- Prompt: Output exactly the lines that run from the top of the entries to the line holding "Task: Parse the", including both of those lines.

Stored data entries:
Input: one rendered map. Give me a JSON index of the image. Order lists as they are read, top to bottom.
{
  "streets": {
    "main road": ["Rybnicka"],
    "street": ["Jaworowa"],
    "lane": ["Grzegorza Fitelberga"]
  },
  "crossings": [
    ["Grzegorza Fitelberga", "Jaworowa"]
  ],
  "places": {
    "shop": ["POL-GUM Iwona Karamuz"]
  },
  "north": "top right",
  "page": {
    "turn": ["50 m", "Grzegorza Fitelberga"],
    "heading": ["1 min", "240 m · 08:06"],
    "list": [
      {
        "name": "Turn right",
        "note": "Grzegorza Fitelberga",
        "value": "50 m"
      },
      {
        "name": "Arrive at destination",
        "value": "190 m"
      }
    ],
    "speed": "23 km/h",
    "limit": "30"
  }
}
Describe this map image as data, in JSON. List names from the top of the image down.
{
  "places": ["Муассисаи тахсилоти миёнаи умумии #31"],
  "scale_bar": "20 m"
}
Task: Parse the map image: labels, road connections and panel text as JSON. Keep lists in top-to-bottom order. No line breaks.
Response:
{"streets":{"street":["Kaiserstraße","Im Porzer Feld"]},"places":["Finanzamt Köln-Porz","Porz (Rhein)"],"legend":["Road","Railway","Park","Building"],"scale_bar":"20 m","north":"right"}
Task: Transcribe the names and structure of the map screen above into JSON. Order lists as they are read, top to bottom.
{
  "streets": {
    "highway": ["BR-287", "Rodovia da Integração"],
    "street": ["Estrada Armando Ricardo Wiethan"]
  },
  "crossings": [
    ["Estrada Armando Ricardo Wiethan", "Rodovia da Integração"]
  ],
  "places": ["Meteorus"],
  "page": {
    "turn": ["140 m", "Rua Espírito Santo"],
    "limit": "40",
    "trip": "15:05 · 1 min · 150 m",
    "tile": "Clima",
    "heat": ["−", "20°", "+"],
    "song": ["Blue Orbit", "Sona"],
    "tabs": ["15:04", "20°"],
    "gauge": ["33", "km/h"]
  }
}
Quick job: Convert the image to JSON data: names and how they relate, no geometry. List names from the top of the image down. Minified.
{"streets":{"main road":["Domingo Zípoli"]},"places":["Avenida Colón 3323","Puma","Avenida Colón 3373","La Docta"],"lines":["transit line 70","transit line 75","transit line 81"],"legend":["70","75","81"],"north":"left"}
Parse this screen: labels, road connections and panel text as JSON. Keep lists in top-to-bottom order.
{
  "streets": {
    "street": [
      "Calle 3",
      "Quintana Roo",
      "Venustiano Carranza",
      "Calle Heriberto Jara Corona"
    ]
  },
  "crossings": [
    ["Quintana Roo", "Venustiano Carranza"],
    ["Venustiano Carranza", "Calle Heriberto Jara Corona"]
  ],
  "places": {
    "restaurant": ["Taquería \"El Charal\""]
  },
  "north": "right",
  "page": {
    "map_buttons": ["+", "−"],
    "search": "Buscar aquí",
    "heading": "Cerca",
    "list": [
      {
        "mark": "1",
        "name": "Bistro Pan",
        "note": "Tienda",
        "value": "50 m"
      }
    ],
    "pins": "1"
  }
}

- Reply to the exercise:
Input: one rendered map. Give me a JSON index of the image. Order lists as they are read, top to bottom.
{
  "streets": {
    "main road": ["Rybnicka"],
    "street": ["Jaworowa"],
    "lane": ["Grzegorza Fitelberga"]
  },
  "crossings": [
    ["Grzegorza Fitelberga", "Jaworowa"]
  ],
  "places": {
    "shop": ["POL-GUM Iwona Karamuz"]
  },
  "north": "top right",
  "page": {
    "turn": ["50 m", "Grzegorza Fitelberga"],
    "heading": ["1 min", "240 m · 08:06"],
    "list": [
      {
        "name": "Turn right",
        "note": "Grzegorza Fitelberga",
        "value": "50 m"
      },
      {
        "name": "Arrive at destination",
        "value": "190 m"
      }
    ],
    "speed": "23 km/h",
    "limit": "30"
  }
}
Describe this map image as data, in JSON. List names from the top of the image down.
{
  "places": ["Муассисаи тахсилоти миёнаи умумии #31"],
  "scale_bar": "20 m"
}
Task: Parse the map image: labels, road connections and panel text as JSON. Keep lists in top-to-bottom order. No line breaks.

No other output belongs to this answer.